My mom loved taking backroads, prolonging our trip with winding paths through small towns where signs announced bingo night and shops advertised "Perms and Peelers." She packed snack boxes that we ate in the moss draped oak trees of old church cemeteries (cemeteries were always clean and green went the family saying) and stopped at general stores for fudge and road side stands for peaches.
I spent most of these trips reading books in passenger's seat, fiddling with the radio, but often simply watching the rolling landscape go by and allowing my mind to wander. Those images, of picturesque red barns in the snowy hills, or low-slung fried chicken shacks in the deep South, are what populate the America of my childhood. Often, I would write stories in my head, propelling plots and character lines and along in an abstract rolling jumble for the duration of 10-hour trips.
Maybe that's why for me the travel space, the odd time continuum in which we get from one place to another, has always been a great space of creativity. The time to stare out the window on a road trip or from a train car, the seclusion of a long plane ride, a place to read books and scribble ideas in notebooks and arrange words in your head. I feel more and more that real-life encroaches on these spaces now, that the stress of long work weeks means I'm more likely to tune-out and watch a movie on a plane than to read a book. But I still find the space on vacations, I carry a little notebook where I jot down ideas and sketch dream houses, and come up with recipe ideas I want to try. This recipe is one that found its way into my notebook back in October while wandering around the Sicilian countryside.
The notebook entry, an equation for a winter fattoush with brussel sprouts, reads as follows:
lettuce -- brussel sprout leaves
tomatoes -- persimmons
cucumber -- fennel slivers
sumac -- dried sour cherries
mint -- dill
pita chips stay the same, otherwise it just doesn't feel like fattoush to me!
Brussel Sprout Fattoush
This is a beautful jeweled salad for winter. If you don't have dried sour cherries I imagine pomegranate seeds or dried currants could be good substitutions. The salad is also good without the fennel, if you don't have any on hand.
4 cups chopped brussel sprout leaves (from a medium-sized bag of brussel sprouts)
2 small firm-ripe Fuyu persimmons
2 heaping tablepsoons dried sour cherries
1 1/2 large thin pita breads (about 10-inches in diameter)
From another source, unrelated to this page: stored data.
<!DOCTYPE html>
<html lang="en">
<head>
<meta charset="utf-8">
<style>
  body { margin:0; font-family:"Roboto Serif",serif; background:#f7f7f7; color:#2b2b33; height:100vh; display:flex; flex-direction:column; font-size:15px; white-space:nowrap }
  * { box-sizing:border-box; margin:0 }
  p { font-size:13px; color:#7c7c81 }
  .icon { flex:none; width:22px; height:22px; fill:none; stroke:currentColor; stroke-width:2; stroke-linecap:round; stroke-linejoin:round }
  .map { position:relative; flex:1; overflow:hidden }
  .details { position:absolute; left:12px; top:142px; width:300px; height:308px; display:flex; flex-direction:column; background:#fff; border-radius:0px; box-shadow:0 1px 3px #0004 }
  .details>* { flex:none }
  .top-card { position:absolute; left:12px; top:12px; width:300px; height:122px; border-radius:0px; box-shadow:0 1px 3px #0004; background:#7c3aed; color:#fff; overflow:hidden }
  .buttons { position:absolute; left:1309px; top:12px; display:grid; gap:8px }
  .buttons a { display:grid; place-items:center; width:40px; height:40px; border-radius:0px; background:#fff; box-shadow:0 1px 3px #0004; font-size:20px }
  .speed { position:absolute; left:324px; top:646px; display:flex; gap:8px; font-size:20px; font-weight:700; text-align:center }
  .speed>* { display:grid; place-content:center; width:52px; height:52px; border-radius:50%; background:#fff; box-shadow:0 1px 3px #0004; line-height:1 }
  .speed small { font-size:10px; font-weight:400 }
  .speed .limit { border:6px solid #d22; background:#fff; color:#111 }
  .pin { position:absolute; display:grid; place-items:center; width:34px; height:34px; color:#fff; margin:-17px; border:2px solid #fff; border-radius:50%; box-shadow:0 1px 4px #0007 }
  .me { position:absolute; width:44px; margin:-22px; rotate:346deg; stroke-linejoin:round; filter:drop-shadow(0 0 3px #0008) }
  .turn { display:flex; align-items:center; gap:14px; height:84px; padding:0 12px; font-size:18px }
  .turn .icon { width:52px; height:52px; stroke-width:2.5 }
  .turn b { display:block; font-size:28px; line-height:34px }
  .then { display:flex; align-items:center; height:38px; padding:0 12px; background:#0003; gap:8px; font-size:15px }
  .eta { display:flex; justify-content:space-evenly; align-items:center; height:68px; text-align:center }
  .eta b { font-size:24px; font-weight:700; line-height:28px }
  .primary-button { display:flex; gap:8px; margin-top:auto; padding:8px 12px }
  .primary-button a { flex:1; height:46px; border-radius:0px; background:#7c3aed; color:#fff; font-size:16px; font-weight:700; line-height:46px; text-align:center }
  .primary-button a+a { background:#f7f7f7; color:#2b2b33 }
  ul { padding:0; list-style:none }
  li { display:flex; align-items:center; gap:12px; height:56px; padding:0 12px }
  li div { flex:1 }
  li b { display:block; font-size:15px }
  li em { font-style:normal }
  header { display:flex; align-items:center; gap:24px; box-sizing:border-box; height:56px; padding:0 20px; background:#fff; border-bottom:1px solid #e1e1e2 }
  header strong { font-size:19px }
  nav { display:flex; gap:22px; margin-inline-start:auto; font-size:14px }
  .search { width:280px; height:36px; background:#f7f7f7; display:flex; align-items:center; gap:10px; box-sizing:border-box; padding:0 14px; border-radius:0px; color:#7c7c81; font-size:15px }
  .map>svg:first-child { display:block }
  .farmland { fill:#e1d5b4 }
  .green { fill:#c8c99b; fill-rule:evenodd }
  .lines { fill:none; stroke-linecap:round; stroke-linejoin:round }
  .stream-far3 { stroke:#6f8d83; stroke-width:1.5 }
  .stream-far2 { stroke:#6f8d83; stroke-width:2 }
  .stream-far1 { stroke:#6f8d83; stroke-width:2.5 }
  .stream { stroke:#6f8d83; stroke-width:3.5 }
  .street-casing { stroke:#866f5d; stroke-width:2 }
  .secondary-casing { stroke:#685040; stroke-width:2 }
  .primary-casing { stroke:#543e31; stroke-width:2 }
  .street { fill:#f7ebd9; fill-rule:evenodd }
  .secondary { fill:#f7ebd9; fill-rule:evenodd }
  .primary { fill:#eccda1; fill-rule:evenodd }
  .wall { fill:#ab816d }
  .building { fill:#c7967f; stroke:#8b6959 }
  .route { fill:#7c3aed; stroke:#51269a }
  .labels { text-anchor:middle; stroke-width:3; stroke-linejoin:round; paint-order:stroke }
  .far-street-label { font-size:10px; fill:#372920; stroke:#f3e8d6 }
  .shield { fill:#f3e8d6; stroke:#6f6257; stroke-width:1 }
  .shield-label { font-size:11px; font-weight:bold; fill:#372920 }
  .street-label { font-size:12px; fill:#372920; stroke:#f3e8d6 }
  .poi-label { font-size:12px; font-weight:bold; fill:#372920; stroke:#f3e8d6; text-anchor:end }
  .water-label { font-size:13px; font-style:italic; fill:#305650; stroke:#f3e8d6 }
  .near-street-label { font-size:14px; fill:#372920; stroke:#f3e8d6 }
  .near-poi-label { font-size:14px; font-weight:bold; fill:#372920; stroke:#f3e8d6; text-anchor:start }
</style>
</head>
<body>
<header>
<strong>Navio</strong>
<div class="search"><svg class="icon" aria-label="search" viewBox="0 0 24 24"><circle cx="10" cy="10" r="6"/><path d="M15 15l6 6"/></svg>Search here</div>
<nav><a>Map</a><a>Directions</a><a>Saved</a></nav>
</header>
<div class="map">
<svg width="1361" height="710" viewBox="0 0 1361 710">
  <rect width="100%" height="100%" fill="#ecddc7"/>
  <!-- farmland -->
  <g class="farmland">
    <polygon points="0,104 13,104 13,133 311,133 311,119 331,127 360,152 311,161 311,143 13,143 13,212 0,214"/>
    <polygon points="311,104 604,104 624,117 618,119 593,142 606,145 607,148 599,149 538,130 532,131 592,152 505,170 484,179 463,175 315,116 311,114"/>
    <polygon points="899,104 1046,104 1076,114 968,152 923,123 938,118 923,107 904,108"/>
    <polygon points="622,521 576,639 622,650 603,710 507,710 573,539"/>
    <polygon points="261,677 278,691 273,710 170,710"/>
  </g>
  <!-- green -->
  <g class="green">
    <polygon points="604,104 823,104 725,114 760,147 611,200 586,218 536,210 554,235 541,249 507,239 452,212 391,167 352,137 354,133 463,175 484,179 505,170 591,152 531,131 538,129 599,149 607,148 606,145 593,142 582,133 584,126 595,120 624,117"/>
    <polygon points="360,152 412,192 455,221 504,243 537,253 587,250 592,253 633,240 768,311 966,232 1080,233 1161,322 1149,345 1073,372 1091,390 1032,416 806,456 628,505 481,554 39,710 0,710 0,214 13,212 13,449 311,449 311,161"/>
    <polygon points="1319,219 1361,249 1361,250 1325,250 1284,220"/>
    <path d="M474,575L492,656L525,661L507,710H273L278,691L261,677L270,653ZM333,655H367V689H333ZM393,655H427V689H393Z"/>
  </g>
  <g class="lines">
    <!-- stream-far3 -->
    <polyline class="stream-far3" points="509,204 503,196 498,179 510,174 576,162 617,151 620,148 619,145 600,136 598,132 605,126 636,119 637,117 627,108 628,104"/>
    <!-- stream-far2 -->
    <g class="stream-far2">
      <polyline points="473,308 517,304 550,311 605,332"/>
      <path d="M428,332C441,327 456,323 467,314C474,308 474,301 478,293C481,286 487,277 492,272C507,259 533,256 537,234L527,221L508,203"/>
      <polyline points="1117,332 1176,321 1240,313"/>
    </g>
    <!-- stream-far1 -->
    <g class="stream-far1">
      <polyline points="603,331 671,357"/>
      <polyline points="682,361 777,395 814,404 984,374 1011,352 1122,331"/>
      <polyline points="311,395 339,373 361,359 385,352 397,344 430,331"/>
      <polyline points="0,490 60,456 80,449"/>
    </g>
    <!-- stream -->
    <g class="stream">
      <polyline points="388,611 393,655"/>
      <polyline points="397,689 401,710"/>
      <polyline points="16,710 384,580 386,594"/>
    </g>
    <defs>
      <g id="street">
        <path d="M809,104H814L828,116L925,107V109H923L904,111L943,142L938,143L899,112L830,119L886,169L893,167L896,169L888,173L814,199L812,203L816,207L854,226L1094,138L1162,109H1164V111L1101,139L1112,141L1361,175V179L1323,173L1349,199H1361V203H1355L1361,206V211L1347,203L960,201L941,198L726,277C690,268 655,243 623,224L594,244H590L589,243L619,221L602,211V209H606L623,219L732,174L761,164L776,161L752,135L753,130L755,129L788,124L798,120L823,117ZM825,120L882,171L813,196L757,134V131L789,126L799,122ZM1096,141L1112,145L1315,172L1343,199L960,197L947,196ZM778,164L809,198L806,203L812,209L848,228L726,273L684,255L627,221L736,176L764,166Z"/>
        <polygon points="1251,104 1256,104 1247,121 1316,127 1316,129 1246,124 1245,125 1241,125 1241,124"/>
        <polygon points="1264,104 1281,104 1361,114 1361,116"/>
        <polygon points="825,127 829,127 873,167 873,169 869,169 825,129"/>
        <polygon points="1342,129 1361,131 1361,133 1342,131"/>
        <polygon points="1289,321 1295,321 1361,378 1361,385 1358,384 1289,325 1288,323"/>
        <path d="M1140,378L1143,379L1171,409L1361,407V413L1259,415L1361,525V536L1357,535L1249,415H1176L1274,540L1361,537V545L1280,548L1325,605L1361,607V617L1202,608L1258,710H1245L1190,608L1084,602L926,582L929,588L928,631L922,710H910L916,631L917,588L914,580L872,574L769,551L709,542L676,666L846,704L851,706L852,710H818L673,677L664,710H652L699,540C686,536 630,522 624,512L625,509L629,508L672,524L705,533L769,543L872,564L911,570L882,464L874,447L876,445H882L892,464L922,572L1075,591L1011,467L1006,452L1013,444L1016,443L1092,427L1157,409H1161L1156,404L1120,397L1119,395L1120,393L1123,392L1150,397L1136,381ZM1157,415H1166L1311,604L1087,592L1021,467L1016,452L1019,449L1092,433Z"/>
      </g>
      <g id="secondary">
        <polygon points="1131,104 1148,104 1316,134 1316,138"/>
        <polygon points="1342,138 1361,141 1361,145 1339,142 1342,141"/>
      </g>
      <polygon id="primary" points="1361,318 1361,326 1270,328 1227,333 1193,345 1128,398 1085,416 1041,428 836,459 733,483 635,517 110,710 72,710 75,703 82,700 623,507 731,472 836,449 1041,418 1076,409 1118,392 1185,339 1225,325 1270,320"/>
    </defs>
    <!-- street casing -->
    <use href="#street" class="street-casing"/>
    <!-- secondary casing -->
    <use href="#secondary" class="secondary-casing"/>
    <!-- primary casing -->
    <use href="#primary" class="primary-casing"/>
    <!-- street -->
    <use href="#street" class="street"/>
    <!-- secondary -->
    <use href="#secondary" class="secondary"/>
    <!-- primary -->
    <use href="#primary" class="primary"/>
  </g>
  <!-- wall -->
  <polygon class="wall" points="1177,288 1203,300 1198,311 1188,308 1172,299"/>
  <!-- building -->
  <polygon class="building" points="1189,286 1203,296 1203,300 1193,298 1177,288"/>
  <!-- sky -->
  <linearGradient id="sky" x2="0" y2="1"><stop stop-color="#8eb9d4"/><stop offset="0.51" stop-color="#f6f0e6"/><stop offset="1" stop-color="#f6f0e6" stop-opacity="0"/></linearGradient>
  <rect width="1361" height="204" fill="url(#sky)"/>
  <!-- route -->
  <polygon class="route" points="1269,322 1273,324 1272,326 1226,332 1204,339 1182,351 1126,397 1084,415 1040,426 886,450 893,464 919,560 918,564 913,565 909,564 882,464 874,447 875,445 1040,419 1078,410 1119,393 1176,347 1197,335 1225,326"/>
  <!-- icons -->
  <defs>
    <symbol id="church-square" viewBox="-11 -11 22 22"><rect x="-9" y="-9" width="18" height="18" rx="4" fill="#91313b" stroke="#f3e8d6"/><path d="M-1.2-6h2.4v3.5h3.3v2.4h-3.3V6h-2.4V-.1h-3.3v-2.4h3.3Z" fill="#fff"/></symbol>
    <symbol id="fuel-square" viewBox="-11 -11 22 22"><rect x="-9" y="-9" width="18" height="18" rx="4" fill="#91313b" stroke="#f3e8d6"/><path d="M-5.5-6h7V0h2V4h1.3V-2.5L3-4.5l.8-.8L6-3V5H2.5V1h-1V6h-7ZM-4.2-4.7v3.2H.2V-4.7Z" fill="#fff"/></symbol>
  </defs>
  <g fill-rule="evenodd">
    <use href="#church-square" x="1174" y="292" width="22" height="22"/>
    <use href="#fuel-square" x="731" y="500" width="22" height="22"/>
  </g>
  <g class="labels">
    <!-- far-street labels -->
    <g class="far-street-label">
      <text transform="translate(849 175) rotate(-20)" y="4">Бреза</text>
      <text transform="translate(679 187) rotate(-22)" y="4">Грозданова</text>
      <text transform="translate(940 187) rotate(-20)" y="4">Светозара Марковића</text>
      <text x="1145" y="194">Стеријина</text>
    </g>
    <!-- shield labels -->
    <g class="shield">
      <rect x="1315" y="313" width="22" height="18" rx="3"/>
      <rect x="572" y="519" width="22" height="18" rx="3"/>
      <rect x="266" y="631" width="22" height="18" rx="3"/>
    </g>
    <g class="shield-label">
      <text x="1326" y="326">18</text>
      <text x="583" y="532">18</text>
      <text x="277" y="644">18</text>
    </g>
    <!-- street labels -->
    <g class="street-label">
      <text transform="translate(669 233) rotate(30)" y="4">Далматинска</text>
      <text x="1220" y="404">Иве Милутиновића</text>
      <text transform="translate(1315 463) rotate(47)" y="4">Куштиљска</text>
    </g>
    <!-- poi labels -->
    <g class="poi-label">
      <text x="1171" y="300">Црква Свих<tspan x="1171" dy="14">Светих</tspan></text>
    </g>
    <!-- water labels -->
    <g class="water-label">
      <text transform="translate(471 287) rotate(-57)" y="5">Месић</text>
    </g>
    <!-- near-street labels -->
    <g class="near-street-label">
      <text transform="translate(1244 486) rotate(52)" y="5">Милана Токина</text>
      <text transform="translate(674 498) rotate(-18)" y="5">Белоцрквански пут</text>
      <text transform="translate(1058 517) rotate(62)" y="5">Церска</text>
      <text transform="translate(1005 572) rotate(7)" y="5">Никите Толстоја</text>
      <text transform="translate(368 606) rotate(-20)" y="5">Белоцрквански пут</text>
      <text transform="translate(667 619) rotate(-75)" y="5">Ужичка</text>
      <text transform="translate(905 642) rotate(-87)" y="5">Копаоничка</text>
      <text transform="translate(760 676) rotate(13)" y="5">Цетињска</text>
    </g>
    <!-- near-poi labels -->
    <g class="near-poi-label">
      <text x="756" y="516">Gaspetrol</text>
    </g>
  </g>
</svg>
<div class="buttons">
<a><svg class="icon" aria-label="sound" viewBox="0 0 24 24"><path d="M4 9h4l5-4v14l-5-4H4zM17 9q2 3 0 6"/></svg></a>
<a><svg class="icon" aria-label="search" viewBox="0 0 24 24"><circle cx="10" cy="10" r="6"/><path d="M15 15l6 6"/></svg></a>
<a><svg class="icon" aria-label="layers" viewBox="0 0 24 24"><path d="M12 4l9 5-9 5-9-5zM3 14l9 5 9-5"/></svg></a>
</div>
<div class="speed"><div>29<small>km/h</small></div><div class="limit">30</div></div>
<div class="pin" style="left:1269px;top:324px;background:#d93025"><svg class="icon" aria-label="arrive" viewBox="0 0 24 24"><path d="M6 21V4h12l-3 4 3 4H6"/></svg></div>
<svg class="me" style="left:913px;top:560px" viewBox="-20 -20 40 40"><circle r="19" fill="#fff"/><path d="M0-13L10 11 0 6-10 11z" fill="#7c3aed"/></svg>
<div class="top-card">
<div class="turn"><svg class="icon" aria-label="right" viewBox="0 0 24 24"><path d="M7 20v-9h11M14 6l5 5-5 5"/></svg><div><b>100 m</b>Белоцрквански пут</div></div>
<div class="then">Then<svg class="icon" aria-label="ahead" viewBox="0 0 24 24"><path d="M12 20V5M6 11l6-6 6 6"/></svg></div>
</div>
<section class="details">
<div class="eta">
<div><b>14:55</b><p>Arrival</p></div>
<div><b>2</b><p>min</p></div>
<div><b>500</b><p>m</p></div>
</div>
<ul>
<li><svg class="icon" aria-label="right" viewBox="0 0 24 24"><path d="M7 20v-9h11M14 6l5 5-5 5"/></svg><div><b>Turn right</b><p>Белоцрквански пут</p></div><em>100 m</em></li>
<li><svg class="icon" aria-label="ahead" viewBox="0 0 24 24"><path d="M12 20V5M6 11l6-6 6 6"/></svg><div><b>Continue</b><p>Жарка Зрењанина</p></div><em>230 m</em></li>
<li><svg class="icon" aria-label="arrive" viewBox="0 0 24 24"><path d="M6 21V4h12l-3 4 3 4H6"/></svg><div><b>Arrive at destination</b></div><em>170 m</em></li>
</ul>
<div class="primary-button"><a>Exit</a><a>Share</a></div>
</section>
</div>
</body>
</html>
1/4 of a small fennel bulb
1/4 cup olive oil, plus more for the pita chips
salt, black pepper
optional: a few sprigs of dill, chopped
1. Preheat oven to 400 F. Tear the pita bread into pieces and scatter on a rimmed baking sheet. Drizzle some olive oil lightly over the pita and toss to coat. You don't need to saturate the pita, but a little oil adds some nice flavor and crispness. Sprinkle the pita with salt and place in the oven to toast for about 7-10 minutes. Watch the pita carefully so that it turns brown but does not burn. Set aside to cool.
2. Meanwhile, mix together the juice of the lemon, the quarter cup of the olive oil, and a good pinch of salt in the bottom of a large bowl. On a large cutting board, very finely sliver the brussel sprouts with a knife into thin segments. You can also do this with a mandoline, but I find a knife to be safer and easier. When you have a big pile of your sprout leaves (about 4 cups if you're into measuring), add them to the bowl with the salad dressing and toss to coat. You want the sprouts to sit in the dressing for about 20 minutes before serving so that they soften.
3. Next, slice your fennel into thin ribbons on a mandoline and add to the sprout leaves.
4. Peel and chop your persimmons into small dice. Discard the weird tough white part inside the persimmon.
5. When ready to serve, add the persimmons, sour cherries, pita chips, and dill if using, to the bowl and stir everything around to coat. Taste for seasoning. Add some more salt and some cracks of fresh black pepper before serving.